EXTRACTED DATA:
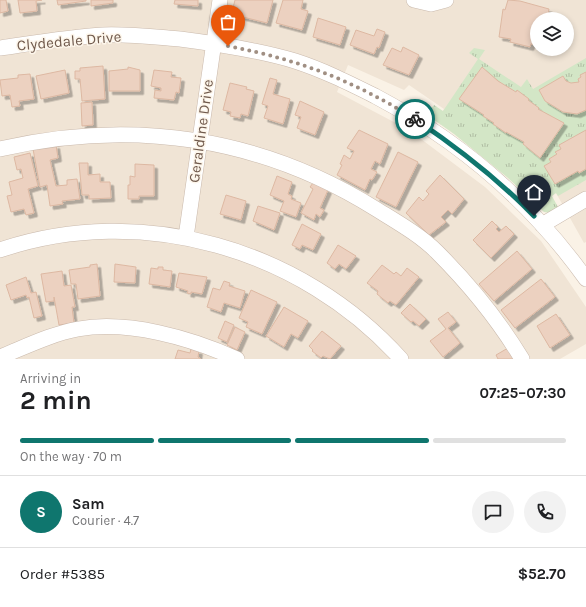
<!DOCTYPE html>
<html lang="en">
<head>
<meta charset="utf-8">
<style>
  :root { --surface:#fff; --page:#f2f2f2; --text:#202124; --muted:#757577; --line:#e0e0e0; --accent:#0f766e }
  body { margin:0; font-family:Karla,sans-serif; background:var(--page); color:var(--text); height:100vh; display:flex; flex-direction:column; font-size:15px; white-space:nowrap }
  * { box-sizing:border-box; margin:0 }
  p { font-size:13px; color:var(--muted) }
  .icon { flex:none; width:22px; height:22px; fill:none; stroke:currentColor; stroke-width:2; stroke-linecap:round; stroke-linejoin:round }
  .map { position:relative; height:359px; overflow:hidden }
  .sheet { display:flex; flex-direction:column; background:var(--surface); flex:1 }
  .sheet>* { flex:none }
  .buttons { position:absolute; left:530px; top:12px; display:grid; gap:8px }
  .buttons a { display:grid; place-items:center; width:44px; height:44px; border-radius:50%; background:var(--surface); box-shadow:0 2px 6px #0003; font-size:20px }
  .pin { position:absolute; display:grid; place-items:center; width:34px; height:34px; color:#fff; margin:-41px -17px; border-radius:50% 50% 50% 0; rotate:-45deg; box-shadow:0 0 4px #0007 }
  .pin .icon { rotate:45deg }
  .courier { position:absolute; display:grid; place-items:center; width:40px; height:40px; margin:-20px; border:3px solid #0f766e; border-radius:50%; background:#fff; color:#222; box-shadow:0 1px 5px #0007 }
  .head em { font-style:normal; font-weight:700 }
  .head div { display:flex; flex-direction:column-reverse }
  .head { display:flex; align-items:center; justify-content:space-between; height:68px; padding:0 20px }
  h1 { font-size:26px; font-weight:700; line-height:30px }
  .bar { display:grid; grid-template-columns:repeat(4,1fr); gap:6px 4px; align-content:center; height:48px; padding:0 20px }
  .bar i { height:5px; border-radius:3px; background:var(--line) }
  .bar .selected { background:var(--accent) }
  .bar p { grid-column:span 4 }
  .line { display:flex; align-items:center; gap:10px; padding:0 20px; border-top:1px solid var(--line) }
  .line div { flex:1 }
  .round { display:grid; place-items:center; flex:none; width:42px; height:42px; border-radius:21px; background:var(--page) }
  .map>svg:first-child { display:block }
</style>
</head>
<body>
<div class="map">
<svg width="586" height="359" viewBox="0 0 586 359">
  <defs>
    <pattern id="grass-tufts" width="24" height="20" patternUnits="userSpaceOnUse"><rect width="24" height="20" fill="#d3e6c6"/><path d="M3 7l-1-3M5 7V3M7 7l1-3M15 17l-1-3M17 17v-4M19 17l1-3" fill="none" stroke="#b0bda3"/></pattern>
    <filter id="shadow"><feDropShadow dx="3.5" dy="3.5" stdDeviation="0" flood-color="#0004"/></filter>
  </defs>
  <rect width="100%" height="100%" fill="#faf2e6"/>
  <!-- residential -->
  <path fill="#f0e4d5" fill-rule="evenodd" d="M0 0H586V242L584 243 556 193 548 198 443 111 444 109 409 85 404 90 348 65 337 92 409 130 485 187 541 241 586 307V344L560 359H0ZM537 19H567V49H537Z"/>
  <!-- grass -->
  <path fill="url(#grass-tufts)" d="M474 48 485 50 479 59 521 87 527 79 533 89 586 58V180L558 196 556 193 552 196 559 209 551 213 544 212 508 178 454 134 430 117V110L434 105 443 111 478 59 469 53Z"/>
  <!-- building -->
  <path fill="#ecd1c0" stroke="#ddb8a2" filter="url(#shadow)" d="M0 0H6L8 11 0 13Z
    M18 0H42L36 1 37 11 20 13Z
    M57 0H86V1L58 5Z
    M91 0H113V3L91 6Z
    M175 0H198V6L174 4Z
    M235 0H273L267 23 239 16 240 14 232 12Z
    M283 0H303L301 9 308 11 302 30 276 23Z
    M508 0 520 1 549 9 547 19H537V45L531 44 530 47 510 42 511 39 499 37 503 9 505 10Z
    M318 18 346 27 340 45 313 37Z
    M377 29 385 32 379 48 377 47 374 54 350 45 356 30 374 36Z
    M403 47 419 55 409 75 383 65 392 48 401 52Z
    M103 66 105 99 82 101 80 79H75V71H80V68Z
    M128 67 140 70V91H109V71L128 69Z
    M482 67 498 81 516 92 517 90 529 99 528 100 539 108 538 109 564 123 540 158 523 144 524 142 506 132V133L493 124 494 123 483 116 484 115 459 99Z
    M65 70 69 93 41 99 36 76Z
    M154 70 172 72 171 77 181 78 179 93 176 92 174 100 154 98 155 90 161 91V88L151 86Z
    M586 72V110L577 114 563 112 545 101 539 90 563 76 566 81 571 83 579 82 578 79 581 77 580 75Z
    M30 74 34 99 19 101 20 106 12 107 10 95 2 96 0 80 18 78V75Z
    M270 78 277 80 273 94 290 99 283 124 264 118 268 106 262 104Z
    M230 83 247 87 246 89 254 91 248 116 241 114 240 118 230 116 231 112 223 110Z
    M300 101 324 112 315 135 297 128 301 117 295 115Z
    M92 102 93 125 82 126 81 103Z
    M359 130 388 144 380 164 375 161 371 169 377 172 372 180 370 179 365 190 337 175 342 165 340 164 344 155 350 159 354 151 347 148Z
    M586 130V169L579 173 578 171 555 184 544 166 551 162 549 159 557 154 555 152 561 149 559 145Z
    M56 145 58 158 50 160 56 186 67 185V180L77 179 80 199 62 201 63 204 50 206 47 185 40 187 33 149Z
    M398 152 418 162 396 207 376 197Z
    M30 153 38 186 28 189 34 213 26 215 24 209 11 212 7 196 12 195 9 182 23 178 21 169 17 170 14 157Z
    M79 163H88V175L100 174V182H110L111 198 89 199V195H82Z
    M135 164 154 165V196H139V199H128V185H130V176L135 177Z
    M440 175 464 199 452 214 448 210 441 217 446 222 429 235 406 213 419 197 423 201 429 194 426 191Z
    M277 176 292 182 288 194 292 196 291 199 301 203 296 217 280 211 284 201 270 195Z
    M313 183 328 190 320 208 324 210 320 217 316 214 314 220 301 213 313 189 310 187Z
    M226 195 246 201 241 220 220 214Z
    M258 206 280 213 274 230 253 221Z
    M492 221 498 227 496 229 499 232 506 226 514 234 491 258 473 240Z
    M302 224 321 234 313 250 302 245 300 249 292 245Z
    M338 245 356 256 346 269 339 264 335 269 327 263Z
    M517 251 532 269 494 301 479 284Z
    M97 264 100 296 78 299 76 284H71L69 270 90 267V265Z
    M115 264 136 267 135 283 114 282Z
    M382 265 394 274 396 272 401 276 407 268 419 277 396 305 390 301 388 303 377 294 378 291 367 283Z
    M158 267H163V270L172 271 170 287 149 284 151 268 158 269Z
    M62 271 64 286 71 285 75 307H72L74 323 59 325 54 297V301L46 302 41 274Z
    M179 273 207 277 202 294 191 292V294L187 293 188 291 176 287Z
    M26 277 31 293 36 292 42 316 34 318 29 297 27 298 26 295 11 300 6 285Z
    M541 279 555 297 515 328 501 310Z
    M224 281 230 283 229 286 245 291 240 308 224 303 221 312 207 307 213 288 220 290Z
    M251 290 277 302 262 334 246 327 248 322 239 318Z
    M410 304 426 319 419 326 413 321 411 322 401 313Z
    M284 307 308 321 298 338 291 334 284 347 266 336Z
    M448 312 456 322 448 328 460 343 443 357 430 341 446 329 438 319Z
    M556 314 570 335 550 348 537 326Z
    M225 321 234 325 227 342 218 338Z
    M235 327 245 332 237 350 227 345Z
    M322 331 341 346 330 359 323 356 321 358 312 351 313 350 309 346Z
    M508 348 515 359H498L496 355Z
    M191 349 199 351 198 357 201 359H175L178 350 190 353Z"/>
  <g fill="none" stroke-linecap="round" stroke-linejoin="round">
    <defs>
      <path id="minor" d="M414 0 431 4 446 0
        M0 48C34 43 69 37 103 35 129 34 155 37 180 39 219 44 258 50 295 61 323 70 349 83 375 96 458 140 531 202 586 279
        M0 149C132 118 261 137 376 209 397 222 420 235 437 252 469 284 499 321 522 359
        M542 225 586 199
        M186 237 220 0
        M0 250C142 202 302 249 401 359
        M0 357C25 347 51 334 78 329 128 320 191 338 237 359"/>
    </defs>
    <!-- minor casing -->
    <use href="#minor" stroke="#cabaad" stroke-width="16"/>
    <!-- minor -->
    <use href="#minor" stroke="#fff" stroke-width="15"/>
  </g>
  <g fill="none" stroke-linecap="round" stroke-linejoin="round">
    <!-- done -->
    <path stroke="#a08f83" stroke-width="4" stroke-dasharray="0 7.2" d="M228 46C300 60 352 80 415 119"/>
    <!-- route -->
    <path stroke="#0f766e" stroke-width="5" d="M415 119C458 148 498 179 534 216"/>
  </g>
  <g text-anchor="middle" stroke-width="3" stroke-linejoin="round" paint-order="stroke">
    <!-- street labels -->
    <g font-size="15" fill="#705a4d" stroke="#fdf6eb">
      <text transform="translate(69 41) rotate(-5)" y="5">Clydedale Drive</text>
      <text transform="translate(201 131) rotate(-82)" y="5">Geraldine Drive</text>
    </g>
  </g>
</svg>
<div class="buttons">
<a><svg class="icon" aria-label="layers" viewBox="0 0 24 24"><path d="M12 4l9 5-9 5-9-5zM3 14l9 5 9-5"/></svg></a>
</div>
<div class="pin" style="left:228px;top:46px;background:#ea580c"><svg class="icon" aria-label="bag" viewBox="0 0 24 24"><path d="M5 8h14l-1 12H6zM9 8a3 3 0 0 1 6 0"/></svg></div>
<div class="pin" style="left:534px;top:216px;background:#1f2937"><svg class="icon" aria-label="home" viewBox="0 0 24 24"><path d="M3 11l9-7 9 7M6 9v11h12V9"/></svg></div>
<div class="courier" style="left:415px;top:119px"><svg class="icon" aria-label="bike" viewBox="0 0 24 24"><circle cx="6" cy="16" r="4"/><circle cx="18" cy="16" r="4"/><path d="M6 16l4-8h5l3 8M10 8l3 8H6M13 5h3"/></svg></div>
</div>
<section class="sheet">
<div class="head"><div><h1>2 min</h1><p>Arriving in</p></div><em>07:25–07:30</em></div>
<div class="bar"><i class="selected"></i><i class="selected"></i><i class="selected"></i><i></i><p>On the way · 70 m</p></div>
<div class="line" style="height:72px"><b class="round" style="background:var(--accent);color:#fff">S</b><div><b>Sam</b><p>Courier · 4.7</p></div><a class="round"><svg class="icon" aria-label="chat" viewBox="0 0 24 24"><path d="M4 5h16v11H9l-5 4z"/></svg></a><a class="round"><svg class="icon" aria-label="phone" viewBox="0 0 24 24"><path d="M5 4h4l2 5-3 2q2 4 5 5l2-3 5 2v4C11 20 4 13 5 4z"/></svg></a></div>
<div class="line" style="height:52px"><div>Order #5385</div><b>$52.70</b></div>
</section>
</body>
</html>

EXERCISE PROMPT:
Reproduce verbatim the opening line of the material and every line after it, up to and including the line with "display:grid; place-items:center; width:44px;", but no pictures.

ANSWER SPACE:
<!DOCTYPE html>
<html lang="en">
<head>
<meta charset="utf-8">
<style>
  :root { --surface:#fff; --page:#f2f2f2; --text:#202124; --muted:#757577; --line:#e0e0e0; --accent:#0f766e }
  body { margin:0; font-family:Karla,sans-serif; background:var(--page); color:var(--text); height:100vh; display:flex; flex-direction:column; font-size:15px; white-space:nowrap }
  * { box-sizing:border-box; margin:0 }
  p { font-size:13px; color:var(--muted) }
  .icon { flex:none; width:22px; height:22px; fill:none; stroke:currentColor; stroke-width:2; stroke-linecap:round; stroke-linejoin:round }
  .map { position:relative; height:359px; overflow:hidden }
  .sheet { display:flex; flex-direction:column; background:var(--surface); flex:1 }
  .sheet>* { flex:none }
  .buttons { position:absolute; left:530px; top:12px; display:grid; gap:8px }
  .buttons a { display:grid; place-items:center; width:44px; height:44px; border-radius:50%; background:var(--surface); box-shadow:0 2px 6px #0003; font-size:20px }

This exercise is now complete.